What to do. With the string "lines" as the filter, copy each matching line from the records.

Dataset entries.
# # #

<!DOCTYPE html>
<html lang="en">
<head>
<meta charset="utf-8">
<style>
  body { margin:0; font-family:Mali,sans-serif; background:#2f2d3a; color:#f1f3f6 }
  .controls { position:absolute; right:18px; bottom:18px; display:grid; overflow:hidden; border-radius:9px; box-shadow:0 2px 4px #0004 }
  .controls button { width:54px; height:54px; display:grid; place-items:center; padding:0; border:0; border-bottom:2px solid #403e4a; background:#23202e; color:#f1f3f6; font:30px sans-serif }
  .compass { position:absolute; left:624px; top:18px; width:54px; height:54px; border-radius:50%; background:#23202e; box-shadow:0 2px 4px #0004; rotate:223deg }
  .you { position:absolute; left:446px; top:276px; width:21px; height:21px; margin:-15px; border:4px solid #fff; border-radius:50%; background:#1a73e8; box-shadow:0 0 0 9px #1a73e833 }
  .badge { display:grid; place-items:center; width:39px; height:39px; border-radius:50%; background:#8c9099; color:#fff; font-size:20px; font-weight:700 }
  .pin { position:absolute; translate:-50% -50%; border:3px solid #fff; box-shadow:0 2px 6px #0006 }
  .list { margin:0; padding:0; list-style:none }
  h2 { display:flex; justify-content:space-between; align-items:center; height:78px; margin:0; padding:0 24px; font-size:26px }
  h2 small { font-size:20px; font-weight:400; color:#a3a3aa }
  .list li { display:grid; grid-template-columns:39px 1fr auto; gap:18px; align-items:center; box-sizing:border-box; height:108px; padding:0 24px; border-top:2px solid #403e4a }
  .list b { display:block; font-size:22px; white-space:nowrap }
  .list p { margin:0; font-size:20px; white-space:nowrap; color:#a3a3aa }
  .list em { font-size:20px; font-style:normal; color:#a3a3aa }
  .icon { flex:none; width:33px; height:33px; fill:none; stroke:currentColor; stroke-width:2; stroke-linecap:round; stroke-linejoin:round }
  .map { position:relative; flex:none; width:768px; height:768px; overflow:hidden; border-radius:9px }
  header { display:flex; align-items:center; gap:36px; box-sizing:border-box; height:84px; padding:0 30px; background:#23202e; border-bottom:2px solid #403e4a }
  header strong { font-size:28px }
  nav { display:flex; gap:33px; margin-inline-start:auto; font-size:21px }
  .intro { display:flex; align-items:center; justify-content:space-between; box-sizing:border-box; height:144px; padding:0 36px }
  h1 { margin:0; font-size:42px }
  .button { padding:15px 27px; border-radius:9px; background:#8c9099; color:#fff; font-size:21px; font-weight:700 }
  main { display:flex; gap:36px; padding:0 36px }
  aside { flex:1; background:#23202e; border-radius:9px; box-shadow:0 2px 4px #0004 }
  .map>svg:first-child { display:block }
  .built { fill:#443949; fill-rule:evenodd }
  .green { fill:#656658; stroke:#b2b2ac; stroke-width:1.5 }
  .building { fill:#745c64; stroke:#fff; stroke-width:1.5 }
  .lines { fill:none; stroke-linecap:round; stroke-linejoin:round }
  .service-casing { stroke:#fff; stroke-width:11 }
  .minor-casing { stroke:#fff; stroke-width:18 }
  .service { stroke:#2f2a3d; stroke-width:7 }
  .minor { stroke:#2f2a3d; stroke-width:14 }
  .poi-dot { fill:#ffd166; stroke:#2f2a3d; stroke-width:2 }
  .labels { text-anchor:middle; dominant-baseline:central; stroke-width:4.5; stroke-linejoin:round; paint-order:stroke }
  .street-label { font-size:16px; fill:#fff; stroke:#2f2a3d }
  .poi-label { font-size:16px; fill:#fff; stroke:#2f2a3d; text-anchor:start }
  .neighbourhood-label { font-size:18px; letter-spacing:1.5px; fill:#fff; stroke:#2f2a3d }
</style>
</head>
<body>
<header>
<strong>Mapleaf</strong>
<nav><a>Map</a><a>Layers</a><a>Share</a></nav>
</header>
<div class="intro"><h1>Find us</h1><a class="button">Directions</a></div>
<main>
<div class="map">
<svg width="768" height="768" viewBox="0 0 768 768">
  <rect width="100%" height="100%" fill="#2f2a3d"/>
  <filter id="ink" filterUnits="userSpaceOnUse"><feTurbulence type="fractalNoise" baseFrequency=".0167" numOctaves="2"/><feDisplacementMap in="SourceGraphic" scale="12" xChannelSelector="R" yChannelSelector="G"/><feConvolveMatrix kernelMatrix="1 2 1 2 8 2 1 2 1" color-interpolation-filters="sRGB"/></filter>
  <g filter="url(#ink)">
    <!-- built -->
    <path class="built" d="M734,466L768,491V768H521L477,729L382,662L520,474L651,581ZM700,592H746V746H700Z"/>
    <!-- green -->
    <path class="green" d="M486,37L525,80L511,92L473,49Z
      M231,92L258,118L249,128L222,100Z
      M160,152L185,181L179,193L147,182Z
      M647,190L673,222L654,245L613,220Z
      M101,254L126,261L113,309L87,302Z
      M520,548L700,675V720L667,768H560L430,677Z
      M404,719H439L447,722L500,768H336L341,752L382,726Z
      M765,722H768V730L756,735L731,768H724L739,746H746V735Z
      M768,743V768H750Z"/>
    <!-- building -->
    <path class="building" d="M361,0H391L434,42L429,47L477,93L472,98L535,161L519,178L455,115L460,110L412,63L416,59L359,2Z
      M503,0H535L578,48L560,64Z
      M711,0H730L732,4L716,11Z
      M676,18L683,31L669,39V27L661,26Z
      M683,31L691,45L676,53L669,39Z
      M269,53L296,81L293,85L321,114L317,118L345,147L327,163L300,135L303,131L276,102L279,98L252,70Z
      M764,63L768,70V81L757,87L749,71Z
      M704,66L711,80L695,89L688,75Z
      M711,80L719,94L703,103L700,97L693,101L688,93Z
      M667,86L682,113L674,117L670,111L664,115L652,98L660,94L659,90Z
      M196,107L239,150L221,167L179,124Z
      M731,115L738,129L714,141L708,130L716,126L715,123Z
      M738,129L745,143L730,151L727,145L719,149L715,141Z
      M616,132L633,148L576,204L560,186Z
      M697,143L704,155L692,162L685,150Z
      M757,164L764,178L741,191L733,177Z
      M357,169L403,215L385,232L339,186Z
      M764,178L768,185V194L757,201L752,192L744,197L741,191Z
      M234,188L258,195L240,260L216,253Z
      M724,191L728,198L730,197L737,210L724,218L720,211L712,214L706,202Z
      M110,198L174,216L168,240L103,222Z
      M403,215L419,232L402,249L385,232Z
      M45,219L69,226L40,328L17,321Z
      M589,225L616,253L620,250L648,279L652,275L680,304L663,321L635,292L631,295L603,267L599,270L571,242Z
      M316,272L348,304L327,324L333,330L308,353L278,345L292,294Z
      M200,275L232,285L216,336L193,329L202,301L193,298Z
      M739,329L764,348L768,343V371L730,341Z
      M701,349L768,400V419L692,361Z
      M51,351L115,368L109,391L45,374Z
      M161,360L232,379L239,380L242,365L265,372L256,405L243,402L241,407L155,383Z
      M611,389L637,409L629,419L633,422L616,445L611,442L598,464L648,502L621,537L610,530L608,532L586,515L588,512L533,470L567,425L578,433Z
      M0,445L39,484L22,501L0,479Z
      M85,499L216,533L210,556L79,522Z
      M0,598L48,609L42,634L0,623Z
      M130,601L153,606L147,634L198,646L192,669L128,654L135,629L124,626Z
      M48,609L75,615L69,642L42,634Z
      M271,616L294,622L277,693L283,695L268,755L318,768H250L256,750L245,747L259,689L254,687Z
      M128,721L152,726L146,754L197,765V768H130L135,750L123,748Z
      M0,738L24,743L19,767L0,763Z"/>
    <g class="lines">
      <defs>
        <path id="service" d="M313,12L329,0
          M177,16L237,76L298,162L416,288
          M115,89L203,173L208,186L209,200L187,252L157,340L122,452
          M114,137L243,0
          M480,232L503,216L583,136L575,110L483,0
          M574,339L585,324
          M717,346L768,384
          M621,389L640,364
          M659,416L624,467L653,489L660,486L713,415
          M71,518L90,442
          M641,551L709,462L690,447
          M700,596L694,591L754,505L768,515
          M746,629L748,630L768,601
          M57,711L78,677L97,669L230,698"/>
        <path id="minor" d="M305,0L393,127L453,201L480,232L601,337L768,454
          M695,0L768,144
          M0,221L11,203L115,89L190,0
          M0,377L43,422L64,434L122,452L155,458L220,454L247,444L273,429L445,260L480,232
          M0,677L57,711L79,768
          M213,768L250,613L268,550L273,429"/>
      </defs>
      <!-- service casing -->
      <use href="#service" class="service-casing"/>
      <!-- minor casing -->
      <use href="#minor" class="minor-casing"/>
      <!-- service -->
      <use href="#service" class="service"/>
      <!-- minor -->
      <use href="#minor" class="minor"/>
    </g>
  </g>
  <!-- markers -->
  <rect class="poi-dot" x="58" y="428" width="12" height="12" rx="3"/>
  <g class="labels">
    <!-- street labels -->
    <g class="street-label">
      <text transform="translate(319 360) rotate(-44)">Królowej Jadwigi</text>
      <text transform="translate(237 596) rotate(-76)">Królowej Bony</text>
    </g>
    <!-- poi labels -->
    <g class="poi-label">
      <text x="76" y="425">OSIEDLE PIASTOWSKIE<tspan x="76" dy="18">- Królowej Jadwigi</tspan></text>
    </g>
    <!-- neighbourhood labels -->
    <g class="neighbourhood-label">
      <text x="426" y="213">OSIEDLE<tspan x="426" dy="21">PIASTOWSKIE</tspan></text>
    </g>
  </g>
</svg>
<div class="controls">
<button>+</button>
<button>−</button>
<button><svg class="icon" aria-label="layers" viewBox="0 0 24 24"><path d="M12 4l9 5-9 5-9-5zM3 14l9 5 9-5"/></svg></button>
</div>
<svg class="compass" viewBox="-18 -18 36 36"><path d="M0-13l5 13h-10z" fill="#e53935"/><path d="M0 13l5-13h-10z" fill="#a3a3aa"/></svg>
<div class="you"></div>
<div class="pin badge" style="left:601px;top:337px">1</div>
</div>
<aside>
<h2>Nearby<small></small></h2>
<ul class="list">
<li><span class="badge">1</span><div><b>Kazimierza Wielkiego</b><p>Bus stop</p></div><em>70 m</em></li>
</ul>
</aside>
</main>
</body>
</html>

# # #

Written reply.
  .lines { fill:none; stroke-linecap:round; stroke-linejoin:round }
    <g class="lines">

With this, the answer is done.